# REQUIREMENT:
If a line below contains the string "Minified", return that line.

# RECORDS PROVIDED:

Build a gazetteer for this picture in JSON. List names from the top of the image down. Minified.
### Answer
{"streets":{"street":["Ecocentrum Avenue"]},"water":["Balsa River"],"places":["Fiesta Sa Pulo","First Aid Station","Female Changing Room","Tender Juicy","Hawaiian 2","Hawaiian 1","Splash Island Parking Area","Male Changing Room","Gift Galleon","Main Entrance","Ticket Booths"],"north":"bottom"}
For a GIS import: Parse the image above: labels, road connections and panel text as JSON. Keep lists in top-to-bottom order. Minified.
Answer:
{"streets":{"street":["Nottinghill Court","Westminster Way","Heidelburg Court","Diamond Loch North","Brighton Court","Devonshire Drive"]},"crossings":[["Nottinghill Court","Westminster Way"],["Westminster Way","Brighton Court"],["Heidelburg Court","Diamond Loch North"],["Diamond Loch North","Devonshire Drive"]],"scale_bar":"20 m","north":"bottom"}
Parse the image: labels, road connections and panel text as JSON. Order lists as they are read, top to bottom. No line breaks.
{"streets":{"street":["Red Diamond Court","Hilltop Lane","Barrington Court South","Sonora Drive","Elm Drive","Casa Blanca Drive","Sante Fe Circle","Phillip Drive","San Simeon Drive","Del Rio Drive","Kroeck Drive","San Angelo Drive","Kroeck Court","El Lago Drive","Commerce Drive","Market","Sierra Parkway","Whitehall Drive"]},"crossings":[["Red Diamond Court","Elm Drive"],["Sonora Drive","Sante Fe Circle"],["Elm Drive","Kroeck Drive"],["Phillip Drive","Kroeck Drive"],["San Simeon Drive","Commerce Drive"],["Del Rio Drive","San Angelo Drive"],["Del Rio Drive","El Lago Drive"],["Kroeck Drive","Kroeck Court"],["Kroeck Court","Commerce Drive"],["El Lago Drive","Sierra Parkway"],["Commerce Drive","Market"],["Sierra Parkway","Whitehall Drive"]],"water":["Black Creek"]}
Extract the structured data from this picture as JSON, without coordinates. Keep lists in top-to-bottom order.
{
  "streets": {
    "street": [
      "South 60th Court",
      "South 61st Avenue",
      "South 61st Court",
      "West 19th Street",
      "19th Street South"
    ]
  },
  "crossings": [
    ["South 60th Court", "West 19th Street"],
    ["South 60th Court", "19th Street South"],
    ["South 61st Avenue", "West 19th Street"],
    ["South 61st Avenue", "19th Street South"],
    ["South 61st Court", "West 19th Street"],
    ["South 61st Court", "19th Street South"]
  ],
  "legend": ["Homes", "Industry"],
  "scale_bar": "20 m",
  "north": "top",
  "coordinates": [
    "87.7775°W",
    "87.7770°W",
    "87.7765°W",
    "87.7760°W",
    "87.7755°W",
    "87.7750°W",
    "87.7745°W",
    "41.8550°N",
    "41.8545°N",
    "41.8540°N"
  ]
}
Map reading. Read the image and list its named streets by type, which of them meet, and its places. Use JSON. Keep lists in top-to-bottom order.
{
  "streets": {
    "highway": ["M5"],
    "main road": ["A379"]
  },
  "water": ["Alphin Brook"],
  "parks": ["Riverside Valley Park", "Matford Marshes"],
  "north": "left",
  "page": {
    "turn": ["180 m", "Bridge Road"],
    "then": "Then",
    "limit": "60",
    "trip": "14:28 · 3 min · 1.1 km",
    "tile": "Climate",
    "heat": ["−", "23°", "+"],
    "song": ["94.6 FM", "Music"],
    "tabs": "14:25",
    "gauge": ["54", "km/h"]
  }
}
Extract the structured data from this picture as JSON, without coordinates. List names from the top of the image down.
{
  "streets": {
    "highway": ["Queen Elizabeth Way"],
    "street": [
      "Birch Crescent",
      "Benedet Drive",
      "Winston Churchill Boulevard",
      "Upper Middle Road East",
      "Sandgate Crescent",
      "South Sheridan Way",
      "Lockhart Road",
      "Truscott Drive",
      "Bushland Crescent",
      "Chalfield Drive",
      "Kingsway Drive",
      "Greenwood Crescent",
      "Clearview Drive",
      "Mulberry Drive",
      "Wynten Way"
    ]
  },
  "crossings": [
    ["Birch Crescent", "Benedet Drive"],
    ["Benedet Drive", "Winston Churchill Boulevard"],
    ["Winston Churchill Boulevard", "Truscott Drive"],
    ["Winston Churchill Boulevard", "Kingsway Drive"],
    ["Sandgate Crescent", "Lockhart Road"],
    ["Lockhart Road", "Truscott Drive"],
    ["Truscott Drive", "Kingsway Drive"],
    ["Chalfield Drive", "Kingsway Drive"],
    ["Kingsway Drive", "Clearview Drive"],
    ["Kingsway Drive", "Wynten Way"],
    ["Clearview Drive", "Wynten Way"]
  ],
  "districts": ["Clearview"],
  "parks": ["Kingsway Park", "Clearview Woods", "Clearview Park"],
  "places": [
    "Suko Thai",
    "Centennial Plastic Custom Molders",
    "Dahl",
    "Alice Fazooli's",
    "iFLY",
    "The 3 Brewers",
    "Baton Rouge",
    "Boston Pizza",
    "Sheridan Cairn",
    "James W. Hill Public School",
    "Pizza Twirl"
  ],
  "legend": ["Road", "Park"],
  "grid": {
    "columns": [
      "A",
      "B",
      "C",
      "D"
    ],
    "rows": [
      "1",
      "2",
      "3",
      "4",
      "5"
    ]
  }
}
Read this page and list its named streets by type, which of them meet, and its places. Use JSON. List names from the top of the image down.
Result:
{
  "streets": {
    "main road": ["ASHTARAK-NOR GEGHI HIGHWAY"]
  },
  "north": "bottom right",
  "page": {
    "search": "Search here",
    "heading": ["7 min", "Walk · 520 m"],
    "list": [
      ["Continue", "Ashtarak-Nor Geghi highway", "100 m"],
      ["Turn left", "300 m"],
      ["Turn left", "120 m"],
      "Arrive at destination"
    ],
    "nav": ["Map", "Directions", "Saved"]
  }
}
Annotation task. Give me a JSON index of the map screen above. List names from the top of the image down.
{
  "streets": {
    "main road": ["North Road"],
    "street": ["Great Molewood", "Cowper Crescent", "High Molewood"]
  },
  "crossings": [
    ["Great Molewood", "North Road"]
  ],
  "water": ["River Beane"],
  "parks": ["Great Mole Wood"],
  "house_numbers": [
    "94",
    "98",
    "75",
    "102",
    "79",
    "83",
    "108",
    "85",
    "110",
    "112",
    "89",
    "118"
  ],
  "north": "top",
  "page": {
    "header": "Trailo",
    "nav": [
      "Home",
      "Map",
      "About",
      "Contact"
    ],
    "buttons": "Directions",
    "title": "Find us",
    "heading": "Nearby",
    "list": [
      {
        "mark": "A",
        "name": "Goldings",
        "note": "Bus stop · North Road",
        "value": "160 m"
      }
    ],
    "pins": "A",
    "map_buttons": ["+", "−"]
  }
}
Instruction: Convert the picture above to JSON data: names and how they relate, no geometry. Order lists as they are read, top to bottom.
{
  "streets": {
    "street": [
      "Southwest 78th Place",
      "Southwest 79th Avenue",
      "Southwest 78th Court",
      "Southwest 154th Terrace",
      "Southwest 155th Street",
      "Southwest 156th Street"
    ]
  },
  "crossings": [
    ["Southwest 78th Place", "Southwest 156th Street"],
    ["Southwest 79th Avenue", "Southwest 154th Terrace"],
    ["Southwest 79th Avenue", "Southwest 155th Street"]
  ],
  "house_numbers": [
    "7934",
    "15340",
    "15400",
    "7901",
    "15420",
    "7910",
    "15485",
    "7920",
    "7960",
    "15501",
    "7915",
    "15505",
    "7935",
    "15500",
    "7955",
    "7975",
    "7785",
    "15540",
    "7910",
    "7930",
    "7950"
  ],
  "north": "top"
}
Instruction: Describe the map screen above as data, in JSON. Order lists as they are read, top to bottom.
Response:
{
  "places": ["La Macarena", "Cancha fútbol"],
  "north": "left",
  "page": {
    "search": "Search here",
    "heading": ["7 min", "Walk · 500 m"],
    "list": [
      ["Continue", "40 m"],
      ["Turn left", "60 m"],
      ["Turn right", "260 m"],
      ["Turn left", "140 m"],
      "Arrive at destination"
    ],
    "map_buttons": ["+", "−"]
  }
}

# ANSWER BOX:
Build a gazetteer for this picture in JSON. List names from the top of the image down. Minified.
For a GIS import: Parse the image above: labels, road connections and panel text as JSON. Keep lists in top-to-bottom order. Minified.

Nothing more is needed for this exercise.